Causes and Treatments for Color Blindness
Different forms of color blindness affect about 8% of men and 1% of women. 300 million people around the world have this condition that is more accurately called Color Vision Deficiency (CVD). There is no cure for color blindness. However, there are some exciting new developments in corrective lenses to help people with color blindness see true colors!
What Causes Color Blindness?
Usually, Color Vision Deficiency is a genetic condition mostly affecting men, because the genes that cause Color Vision Deficiency are located on the X chromosome. Men have only one X chromosome. Therefore, if the genes for color blindness are present, there’s no other X chromosome to compensate for those defective ones. These genes affect the arrangement of rods and cones in the eye that detect color and send it to the brain for processing. Some diseases can also cause a person to develop color blindness later in life.
People with normal color vision can see up to seven million different hues. A person with red-green color blindness only sees up to 100,000. Children born with color blindness have never seen true colors. They have no way to know what they are missing, and must wonder what other people are talking about.
Types of Color Blindness
Did you know there is more than one form of color blindness? Red-green color blindness is the most common type of Color Vision Deficiency - 99% of all color-blind people have this form. A person with this condition has difficulty distinguishing between red, green, and brown. They even have trouble with blue and purple, as they cannot detect the red tones in purple. On the other hand, blues and yellows appear especially vivid to them, in contrast to the muddy shades that they see instead of red and green.
Blue-yellow color blindness is rare. People with this condition see the world in shades of red, black, white, and turquoise. Complete Color Vision Deficiency, or monochromacy, is even more rare, affecting only 1 in 33,000 people. People with this genetic condition see the world in shades of black, white, and grey. They also cannot bear even normal lighting conditions without wearing dark glasses.
Diagnosing Color Blindness
The most common test for color blindness is the Ishihara Plate Test, where the patient looks at a series of 38 circles made up of colored dots. Each circle contains a shape (usually a number). Some are designed to be detected by a person with normal color vision, while others will only be clear to a person with color blindness.

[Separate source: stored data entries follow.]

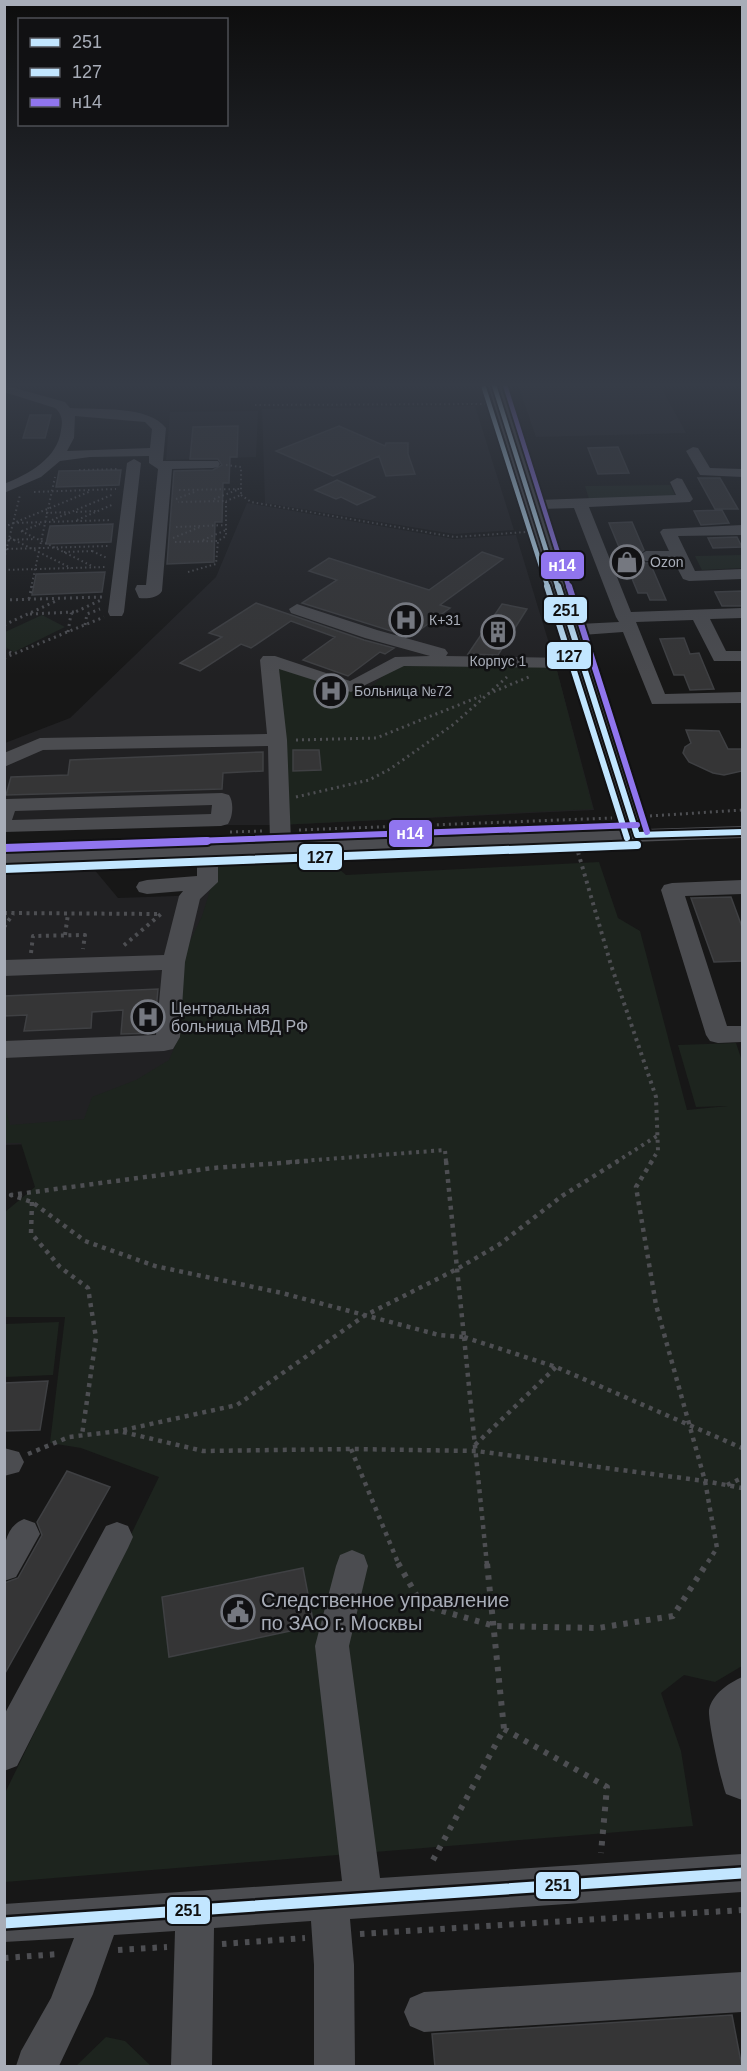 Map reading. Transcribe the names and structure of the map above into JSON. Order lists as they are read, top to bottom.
{
  "places": {
    "shop": ["Ozon"],
    "hospital": ["К+31", "Больница №72", "Центральная больница МВД РФ"],
    "building": ["Корпус 1"],
    "public building": ["Следственное управление по ЗАО г. Москвы"]
  },
  "lines": ["transit line 251", "transit line 127", "transit line н14"],
  "legend": ["251", "127", "н14"]
} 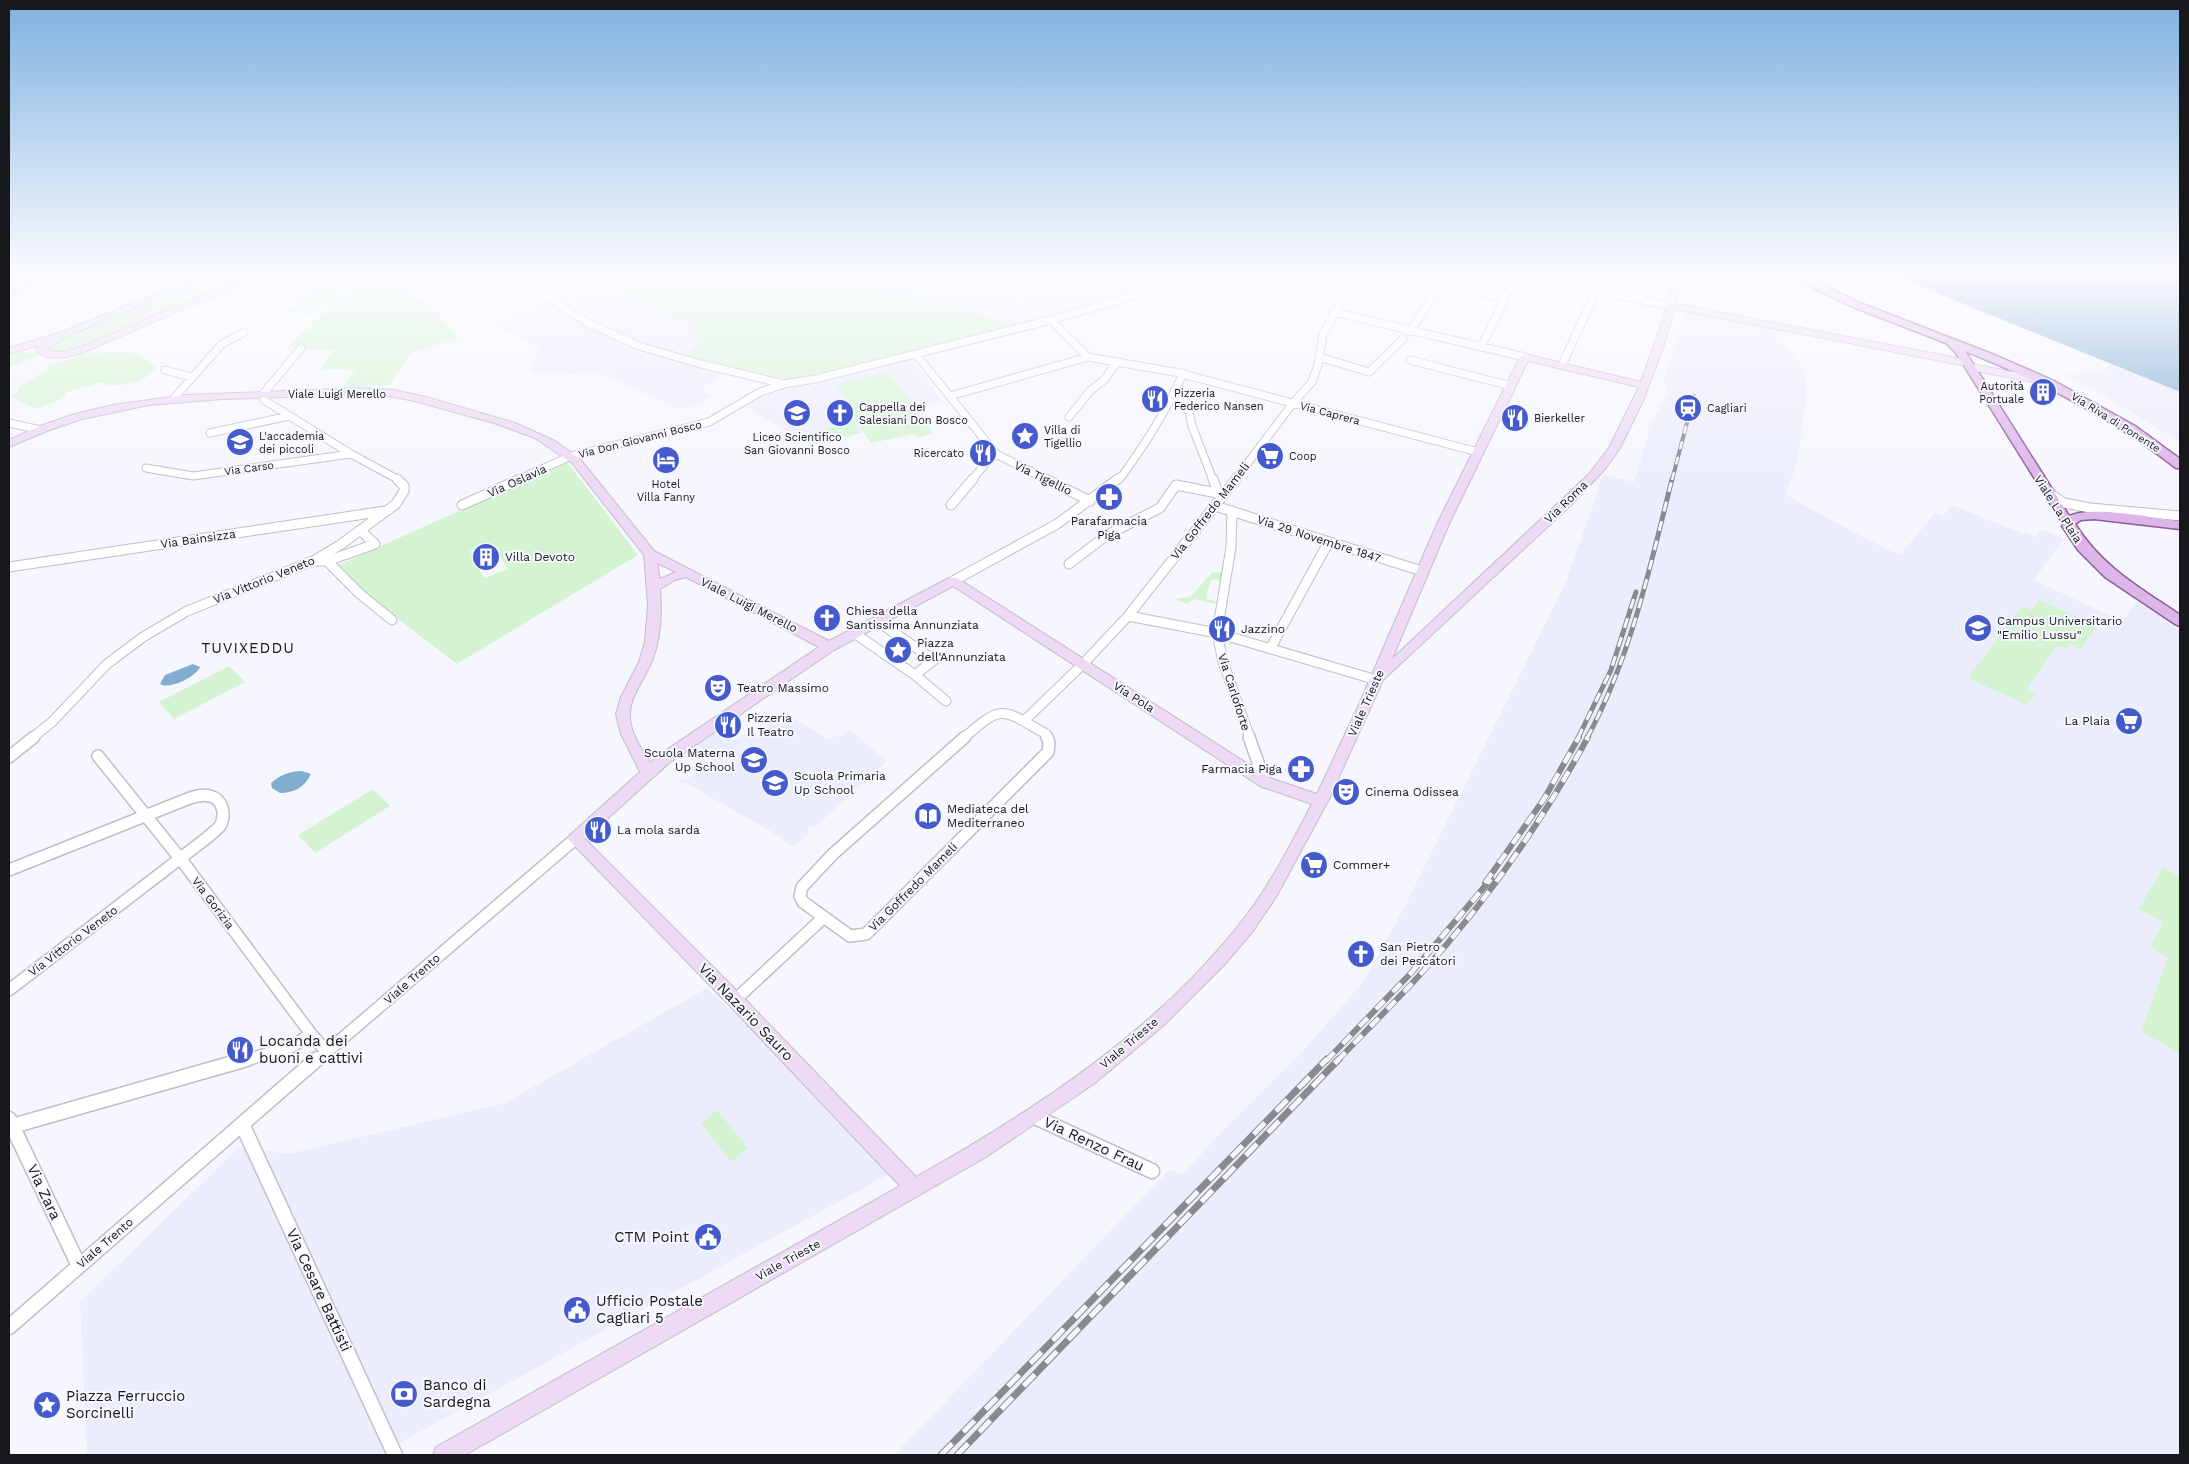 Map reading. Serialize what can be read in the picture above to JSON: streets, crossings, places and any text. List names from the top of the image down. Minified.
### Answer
{"streets":{"main road":["Via Riva di Ponente","Via Roma","Viale La Plaia","Viale Trieste"],"street":["Viale Luigi Merello","Via Caprera","Via Don Giovanni Bosco","Via Carso","Via Tigellio","Via Oslavia","Via Goffredo Mameli","Via Bainsizza","Via 29 Novembre 1847","Via Vittorio Veneto","Via Carloforte","Via Pola","Via Gorizia","Viale Trento","Via Nazario Sauro","Via Renzo Frau","Via Zara","Via Cesare Battisti"]},"crossings":[["Viale Luigi Merello","Via Don Giovanni Bosco"],["Viale Luigi Merello","Via Oslavia"],["Viale Luigi Merello","Via Vittorio Veneto"],["Viale Luigi Merello","Viale Trento"],["Via Caprera","Via Goffredo Mameli"],["Via Caprera","Viale Trieste"],["Via Don Giovanni Bosco","Via Oslavia"],["Via Carso","Via Vittorio Veneto"],["Via Roma","Viale Trieste"],["Via Goffredo Mameli","Via 29 Novembre 1847"],["Via Goffredo Mameli","Via Pola"],["Via Bainsizza","Via Vittorio Veneto"],["Via 29 Novembre 1847","Via Carloforte"],["Via 29 Novembre 1847","Viale Trieste"],["Via Vittorio Veneto","Via Gorizia"],["Via Carloforte","Via Pola"],["Via Pola","Viale Trieste"],["Via Pola","Viale Trento"],["Viale Trieste","Via Nazario Sauro"],["Viale Trieste","Via Renzo Frau"],["Via Gorizia","Viale Trento"],["Viale Trento","Via Nazario Sauro"],["Viale Trento","Via Zara"],["Viale Trento","Via Cesare Battisti"]],"districts":["TUVIXEDDU"],"places":{"building":["Autorità Portuale","Villa Devoto"],"restaurant":["Pizzeria Federico Nansen","Bierkeller","Ricercato","Jazzino","Pizzeria Il Teatro","La mola sarda","Locanda dei buoni e cattivi"],"station":["Cagliari"],"school or university":["Liceo Scientifico San Giovanni Bosco","L'accademia dei piccoli","Campus Universitario \"Emilio Lussu\"","Scuola Materna Up School","Scuola Primaria Up School"],"church":["Cappella dei Salesiani Don Bosco","Chiesa della Santissima Annunziata","San Pietro dei Pescatori"],"place":["Villa di Tigellio","Piazza dell'Annunziata","Piazza Ferruccio Sorcinelli"],"supermarket":["Coop","La Plaia","Commer+"],"hotel":["Hotel Villa Fanny"],"pharmacy":["Parafarmacia Piga","Farmacia Piga"],"theatre":["Teatro Massimo","Cinema Odissea"],"library":["Mediateca del Mediterraneo"],"public building":["CTM Point","Ufficio Postale Cagliari 5"],"bank":["Banco di Sardegna"]}}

This test can help an eye care professional determine if the patient has CVD.
Color Vision Deficiency testing is especially important for young children. While there is no treatment to cure the condition, knowing that a child cannot see colors properly is useful for their school experience. You don’t want to have your child told they are wrong if they can’t identify a color! It can also affect their ability to read the blackboard, even if they otherwise have 20-20 vision.
There are some specialized tests to determine if a person with color blindness can carry out the duties for a job. The Farnsworth Lantern Test identifies whether a person can distinguish between the lights used for safety purposes in aviation and other types of transportation. In recent years a more specialized test has made it possible for some color-blind people to become pilots.
Living With Color Blindness
Hereditary color blindness cannot be cured or prevented. However, people with CVD can use coping strategies to compensate for their condition. For instance,a person with normal color vision can automatically tell if a traffic light is green, red, or yellow. A person with red-green color blindness needs to take extra care to see the position of the light to know whether they can proceed or not. A light on a device that can be either red or green can be very frustrating for a color-blind person. They also need to develop alternative strategies for daily tasks -- such as simply determining whether a piece of meat has been cooked enough -- they can’t see how red it is!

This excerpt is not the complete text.